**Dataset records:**
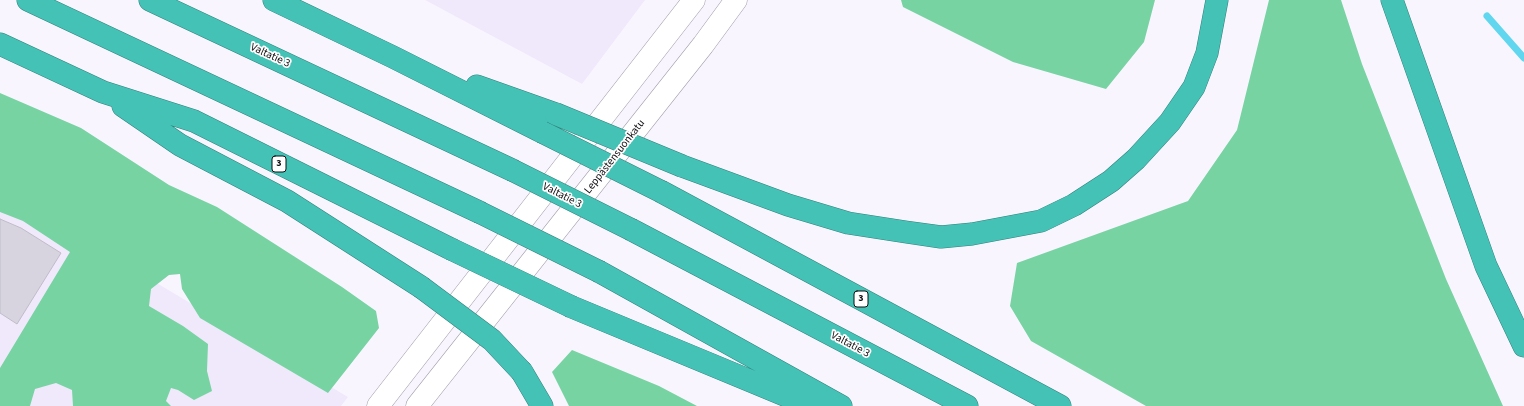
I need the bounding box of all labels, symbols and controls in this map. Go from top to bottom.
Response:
street label: Valtatie 3 [248,41,292,71]
street label: Leppästensuonkatu [582,117,648,197]
road number: 3 [272,156,286,172]
street label: Valtatie 3 [540,181,584,211]
road number: 3 [854,291,868,307]
street label: Valtatie 3 [828,329,872,361]

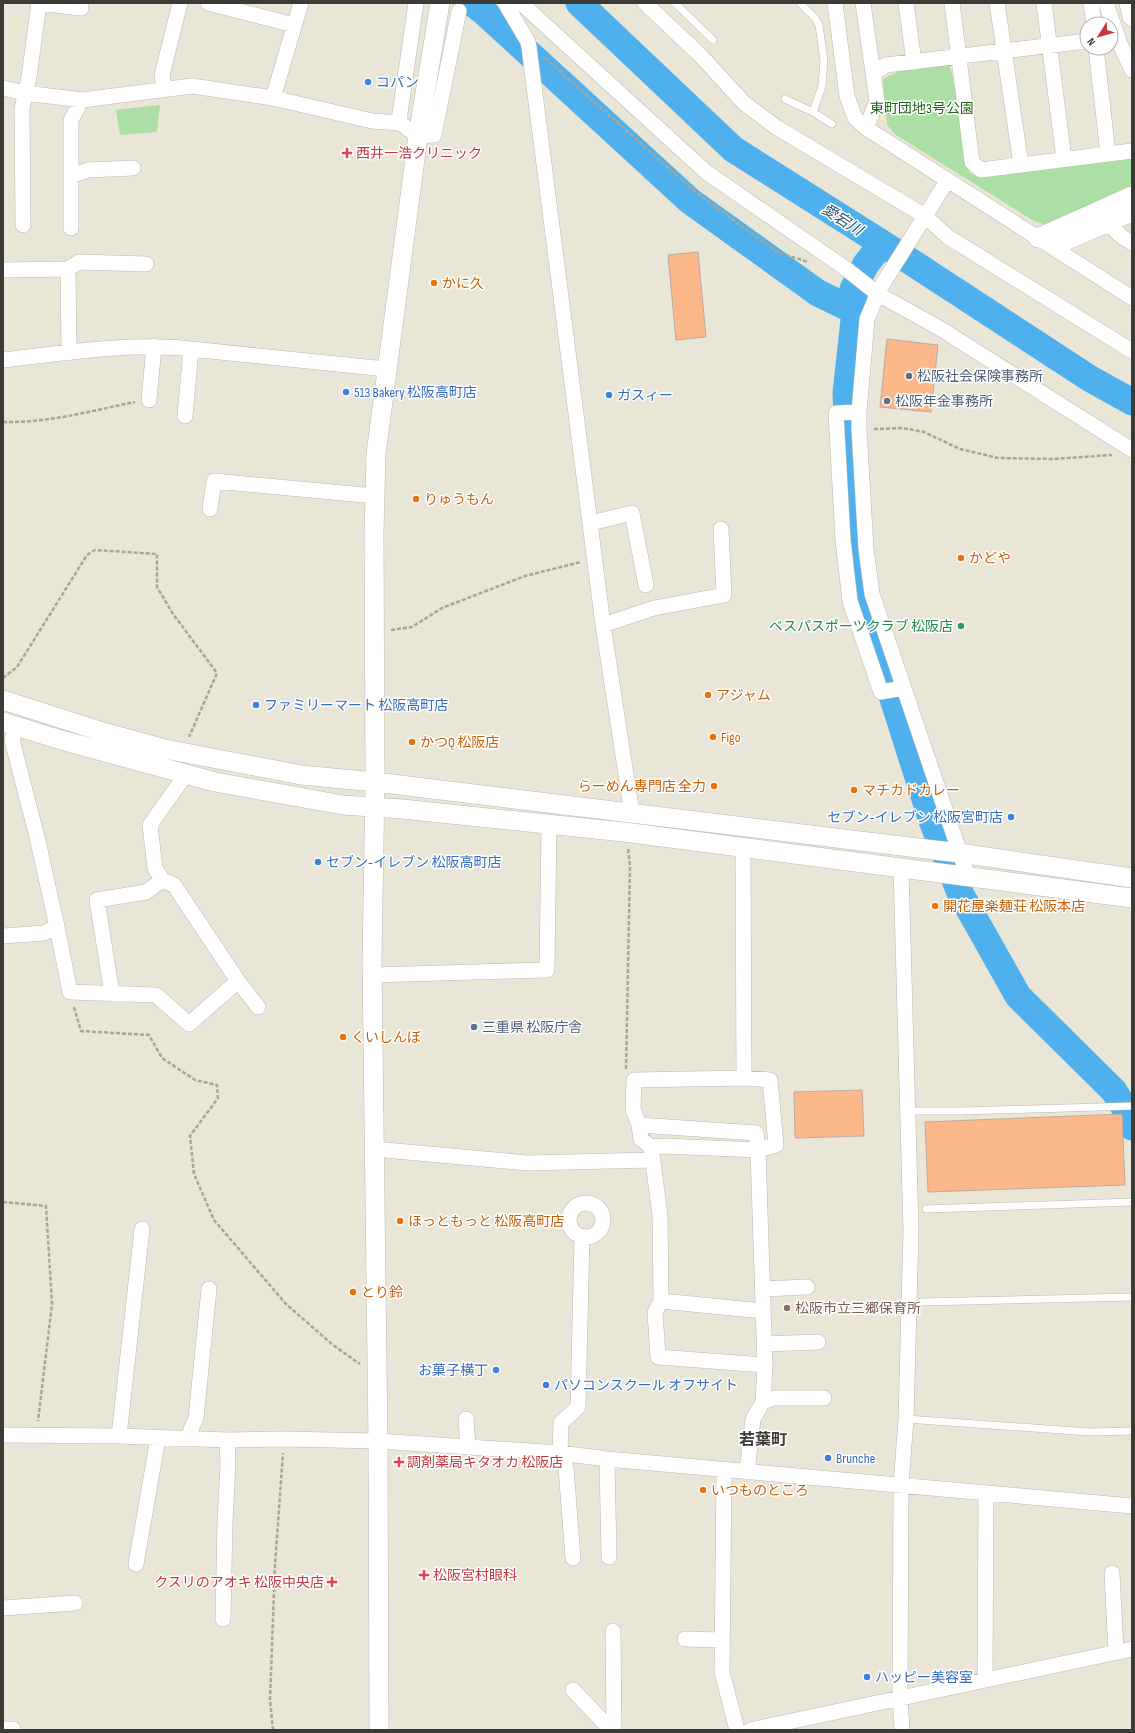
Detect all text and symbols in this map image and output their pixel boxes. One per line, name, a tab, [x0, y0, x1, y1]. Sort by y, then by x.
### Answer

**HOW TO COMPLETE THIS TASK:**
An exact copy of the entries above is required; pictures are not part of it.

**WRITTEN ANSWER:**
I need the bounding box of all labels, symbols and controls in this map. Go from top to bottom.
Response:
street label: Valtatie 3 [248,41,292,71]
street label: Leppästensuonkatu [582,117,648,197]
road number: 3 [272,156,286,172]
street label: Valtatie 3 [540,181,584,211]
road number: 3 [854,291,868,307]
street label: Valtatie 3 [828,329,872,361]

Detect all text and symbols in this map image and output their pixel boxes. One per line, name, a tab, [x0, y0, x1, y1]. Sort by y, then by x.
### Answer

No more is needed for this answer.